Every day without fail, tuna traders would gather before dawn for the world-famous auction of their ultra-fresh produce, watched by dozens of lucky tourists who had queued from the early hours to win one of 120 coveted places.
Nearly 500 different types of seafood were handled at the world's biggest fish market and 270 varieties of fruit and vegetable, as Tsukiji lived up to its nickname of "Japan's Kitchen". All that is now over, as the market moved to a spanking new, sanitised site that is just two kilometres to the east but a world away in terms of atmosphere, according to many traders.
Pictures from inside the old market give a sense of the organised chaos that was the Tsukiji market, as well as the haste with which the move to the new site at Toyosu was conducted -- five days.
Ancient scales that look like they had been weighing fish for decades lay piled up in a corner along with calculators equipped with decidedly 20th century technology.
An old wooden pallet transporter also lies abandoned, clearly once the beneficiary of a Heath Robinson repair job with rope lashed around its handle.
All around are empty boxes of cardboard, styrofoam or plastic that once held who knows what creature of the briny deep destined for the sushi chopping board.

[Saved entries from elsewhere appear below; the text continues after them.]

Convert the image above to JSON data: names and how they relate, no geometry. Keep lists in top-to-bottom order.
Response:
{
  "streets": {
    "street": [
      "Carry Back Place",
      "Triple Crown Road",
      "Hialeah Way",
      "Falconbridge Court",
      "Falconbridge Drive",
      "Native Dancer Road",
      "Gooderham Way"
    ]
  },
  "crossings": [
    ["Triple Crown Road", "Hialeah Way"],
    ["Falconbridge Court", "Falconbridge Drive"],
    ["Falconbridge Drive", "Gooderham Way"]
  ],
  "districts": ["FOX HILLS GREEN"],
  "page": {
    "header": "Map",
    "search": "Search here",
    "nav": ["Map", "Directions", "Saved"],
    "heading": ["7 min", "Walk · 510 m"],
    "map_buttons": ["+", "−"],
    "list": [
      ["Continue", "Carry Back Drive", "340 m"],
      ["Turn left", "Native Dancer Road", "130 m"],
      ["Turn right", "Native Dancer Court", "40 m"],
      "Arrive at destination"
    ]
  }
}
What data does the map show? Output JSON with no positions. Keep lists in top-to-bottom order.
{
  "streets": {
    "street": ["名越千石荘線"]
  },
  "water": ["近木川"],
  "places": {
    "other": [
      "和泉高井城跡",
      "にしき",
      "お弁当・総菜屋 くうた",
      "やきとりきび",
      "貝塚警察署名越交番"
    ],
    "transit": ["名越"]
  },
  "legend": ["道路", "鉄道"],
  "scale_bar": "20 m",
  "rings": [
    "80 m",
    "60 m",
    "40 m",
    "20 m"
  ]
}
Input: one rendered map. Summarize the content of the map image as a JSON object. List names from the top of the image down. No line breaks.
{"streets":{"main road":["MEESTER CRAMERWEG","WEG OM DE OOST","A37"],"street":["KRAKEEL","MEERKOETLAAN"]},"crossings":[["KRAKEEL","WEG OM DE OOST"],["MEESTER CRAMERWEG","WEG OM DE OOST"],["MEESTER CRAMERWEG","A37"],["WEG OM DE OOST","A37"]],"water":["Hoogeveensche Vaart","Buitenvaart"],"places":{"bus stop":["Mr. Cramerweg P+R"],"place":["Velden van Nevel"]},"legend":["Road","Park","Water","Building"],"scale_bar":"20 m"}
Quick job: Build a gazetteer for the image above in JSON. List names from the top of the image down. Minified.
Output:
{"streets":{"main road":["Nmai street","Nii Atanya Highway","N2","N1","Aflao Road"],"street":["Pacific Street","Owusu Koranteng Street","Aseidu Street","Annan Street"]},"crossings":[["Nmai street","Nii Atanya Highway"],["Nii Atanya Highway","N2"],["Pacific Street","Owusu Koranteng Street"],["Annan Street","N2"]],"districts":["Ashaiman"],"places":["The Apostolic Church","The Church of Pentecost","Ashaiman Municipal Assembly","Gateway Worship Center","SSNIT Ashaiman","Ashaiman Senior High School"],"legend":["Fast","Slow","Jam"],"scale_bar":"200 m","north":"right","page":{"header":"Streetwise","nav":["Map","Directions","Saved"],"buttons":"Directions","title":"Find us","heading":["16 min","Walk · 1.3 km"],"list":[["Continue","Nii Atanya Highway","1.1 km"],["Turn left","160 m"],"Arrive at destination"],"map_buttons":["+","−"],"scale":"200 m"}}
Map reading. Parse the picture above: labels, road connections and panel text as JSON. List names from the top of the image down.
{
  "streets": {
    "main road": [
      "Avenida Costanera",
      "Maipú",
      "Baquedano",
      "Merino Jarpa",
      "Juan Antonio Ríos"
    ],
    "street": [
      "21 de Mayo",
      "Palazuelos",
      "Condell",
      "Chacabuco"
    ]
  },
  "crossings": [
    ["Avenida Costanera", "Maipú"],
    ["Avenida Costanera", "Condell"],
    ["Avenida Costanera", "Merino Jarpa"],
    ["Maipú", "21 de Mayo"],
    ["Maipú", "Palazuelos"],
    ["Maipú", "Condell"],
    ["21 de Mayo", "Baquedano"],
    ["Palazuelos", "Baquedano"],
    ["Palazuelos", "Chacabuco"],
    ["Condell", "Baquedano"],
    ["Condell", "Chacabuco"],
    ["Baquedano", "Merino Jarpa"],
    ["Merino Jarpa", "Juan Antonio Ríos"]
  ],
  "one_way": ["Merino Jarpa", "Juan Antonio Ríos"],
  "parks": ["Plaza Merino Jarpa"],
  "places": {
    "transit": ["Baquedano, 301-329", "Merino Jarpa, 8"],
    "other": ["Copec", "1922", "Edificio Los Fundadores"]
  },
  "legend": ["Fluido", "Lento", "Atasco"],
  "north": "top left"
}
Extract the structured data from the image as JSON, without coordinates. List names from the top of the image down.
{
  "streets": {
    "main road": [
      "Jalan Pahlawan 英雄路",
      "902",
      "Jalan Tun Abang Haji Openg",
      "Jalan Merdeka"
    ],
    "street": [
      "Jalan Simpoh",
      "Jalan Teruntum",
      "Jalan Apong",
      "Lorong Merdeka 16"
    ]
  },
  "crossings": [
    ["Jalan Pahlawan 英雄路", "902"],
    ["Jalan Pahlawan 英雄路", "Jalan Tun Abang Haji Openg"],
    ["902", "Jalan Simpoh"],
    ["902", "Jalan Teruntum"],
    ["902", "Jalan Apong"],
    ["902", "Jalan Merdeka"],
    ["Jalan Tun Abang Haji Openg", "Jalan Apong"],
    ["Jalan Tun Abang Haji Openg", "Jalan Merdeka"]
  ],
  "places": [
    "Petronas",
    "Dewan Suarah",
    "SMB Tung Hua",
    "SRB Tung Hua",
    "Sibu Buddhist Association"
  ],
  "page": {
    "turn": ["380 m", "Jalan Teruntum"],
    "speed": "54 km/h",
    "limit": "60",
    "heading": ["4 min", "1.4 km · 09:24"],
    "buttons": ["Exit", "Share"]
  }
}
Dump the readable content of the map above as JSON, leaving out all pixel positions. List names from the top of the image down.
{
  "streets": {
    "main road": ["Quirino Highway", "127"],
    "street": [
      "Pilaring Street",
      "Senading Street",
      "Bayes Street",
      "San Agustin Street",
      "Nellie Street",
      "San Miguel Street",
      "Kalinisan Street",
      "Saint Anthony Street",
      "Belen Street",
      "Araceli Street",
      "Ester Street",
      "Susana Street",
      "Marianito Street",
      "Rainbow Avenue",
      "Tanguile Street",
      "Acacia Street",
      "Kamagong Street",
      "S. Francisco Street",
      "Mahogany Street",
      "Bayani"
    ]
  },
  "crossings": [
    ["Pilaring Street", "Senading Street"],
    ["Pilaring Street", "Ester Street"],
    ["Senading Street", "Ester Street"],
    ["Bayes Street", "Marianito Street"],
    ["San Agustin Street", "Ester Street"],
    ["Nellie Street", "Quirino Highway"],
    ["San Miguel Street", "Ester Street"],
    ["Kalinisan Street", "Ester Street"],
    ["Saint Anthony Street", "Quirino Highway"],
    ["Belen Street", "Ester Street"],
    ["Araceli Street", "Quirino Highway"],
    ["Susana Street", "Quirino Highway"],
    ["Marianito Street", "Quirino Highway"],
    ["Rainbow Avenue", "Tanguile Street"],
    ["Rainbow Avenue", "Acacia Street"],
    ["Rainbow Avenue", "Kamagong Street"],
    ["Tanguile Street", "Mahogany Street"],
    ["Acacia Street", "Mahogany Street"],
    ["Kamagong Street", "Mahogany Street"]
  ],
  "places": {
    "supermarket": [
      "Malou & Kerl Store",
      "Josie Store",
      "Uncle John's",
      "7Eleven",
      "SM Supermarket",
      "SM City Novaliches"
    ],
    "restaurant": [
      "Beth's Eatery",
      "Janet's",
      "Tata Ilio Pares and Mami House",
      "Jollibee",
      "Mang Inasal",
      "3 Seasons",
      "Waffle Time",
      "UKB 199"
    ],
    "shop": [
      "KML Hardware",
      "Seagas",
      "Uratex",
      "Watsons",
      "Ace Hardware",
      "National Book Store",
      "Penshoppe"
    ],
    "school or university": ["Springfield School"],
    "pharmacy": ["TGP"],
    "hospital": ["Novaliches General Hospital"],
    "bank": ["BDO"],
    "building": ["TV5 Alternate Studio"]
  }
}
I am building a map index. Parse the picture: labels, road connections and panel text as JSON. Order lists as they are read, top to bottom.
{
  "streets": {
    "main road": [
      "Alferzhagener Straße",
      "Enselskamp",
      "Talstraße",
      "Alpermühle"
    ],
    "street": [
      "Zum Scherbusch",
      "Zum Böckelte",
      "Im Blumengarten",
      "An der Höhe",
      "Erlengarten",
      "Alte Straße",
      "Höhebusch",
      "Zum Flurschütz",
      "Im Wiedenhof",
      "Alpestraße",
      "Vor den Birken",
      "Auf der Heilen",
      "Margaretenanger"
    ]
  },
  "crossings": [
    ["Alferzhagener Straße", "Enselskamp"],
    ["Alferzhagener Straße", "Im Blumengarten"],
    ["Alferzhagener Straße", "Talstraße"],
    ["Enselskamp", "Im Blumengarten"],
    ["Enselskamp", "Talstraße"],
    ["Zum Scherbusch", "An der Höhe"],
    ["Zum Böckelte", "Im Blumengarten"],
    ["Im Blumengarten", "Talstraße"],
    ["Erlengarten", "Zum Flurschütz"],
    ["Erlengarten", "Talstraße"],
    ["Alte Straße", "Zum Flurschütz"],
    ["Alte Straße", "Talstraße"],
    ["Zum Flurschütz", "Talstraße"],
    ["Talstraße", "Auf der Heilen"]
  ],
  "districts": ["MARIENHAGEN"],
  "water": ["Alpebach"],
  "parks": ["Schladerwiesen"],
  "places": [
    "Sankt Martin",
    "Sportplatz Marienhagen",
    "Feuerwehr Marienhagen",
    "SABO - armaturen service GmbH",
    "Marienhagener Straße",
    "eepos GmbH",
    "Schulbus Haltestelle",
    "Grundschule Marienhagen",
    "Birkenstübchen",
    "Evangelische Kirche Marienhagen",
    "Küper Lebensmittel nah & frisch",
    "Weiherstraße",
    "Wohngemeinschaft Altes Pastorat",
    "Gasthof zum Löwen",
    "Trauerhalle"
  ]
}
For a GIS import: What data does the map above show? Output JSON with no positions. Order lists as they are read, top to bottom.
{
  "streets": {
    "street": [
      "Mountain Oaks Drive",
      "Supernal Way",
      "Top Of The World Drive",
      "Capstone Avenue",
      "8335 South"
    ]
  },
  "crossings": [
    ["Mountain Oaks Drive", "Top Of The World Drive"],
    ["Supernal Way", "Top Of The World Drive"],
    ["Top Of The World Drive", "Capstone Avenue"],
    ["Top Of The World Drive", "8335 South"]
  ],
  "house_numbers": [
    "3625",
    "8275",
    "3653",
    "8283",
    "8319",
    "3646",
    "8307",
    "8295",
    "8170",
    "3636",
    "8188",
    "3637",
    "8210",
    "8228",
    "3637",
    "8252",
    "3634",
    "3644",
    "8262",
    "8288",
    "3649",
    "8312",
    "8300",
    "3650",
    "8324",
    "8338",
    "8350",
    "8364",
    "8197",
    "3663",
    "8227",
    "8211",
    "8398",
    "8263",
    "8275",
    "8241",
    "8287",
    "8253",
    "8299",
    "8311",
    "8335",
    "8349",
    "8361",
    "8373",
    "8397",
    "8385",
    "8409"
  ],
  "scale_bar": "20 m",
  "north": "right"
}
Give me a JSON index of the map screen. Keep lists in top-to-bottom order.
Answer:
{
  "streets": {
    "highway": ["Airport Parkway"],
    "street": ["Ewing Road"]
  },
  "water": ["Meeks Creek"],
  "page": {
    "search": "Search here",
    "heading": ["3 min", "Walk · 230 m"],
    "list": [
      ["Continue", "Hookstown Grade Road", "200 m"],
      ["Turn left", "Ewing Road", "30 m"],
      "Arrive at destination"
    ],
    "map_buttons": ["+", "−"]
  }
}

The pictures show a dark and dingy market, with just a few bulbs swinging from the roof, but old-timers say that was part of its charm as they grumble about the light and airy facilities at Toyosu.
For more than eight decades, the market was peopled by an estimated 42,000 on a daily basis, including traders, fishmongers, customers and tourists.
Now not a soul remains, except perhaps the rats. Exterminators believe the rodents number in the tens of thousands and have devised a military-style operation to destroy them as local business fret they will be the next tasty target.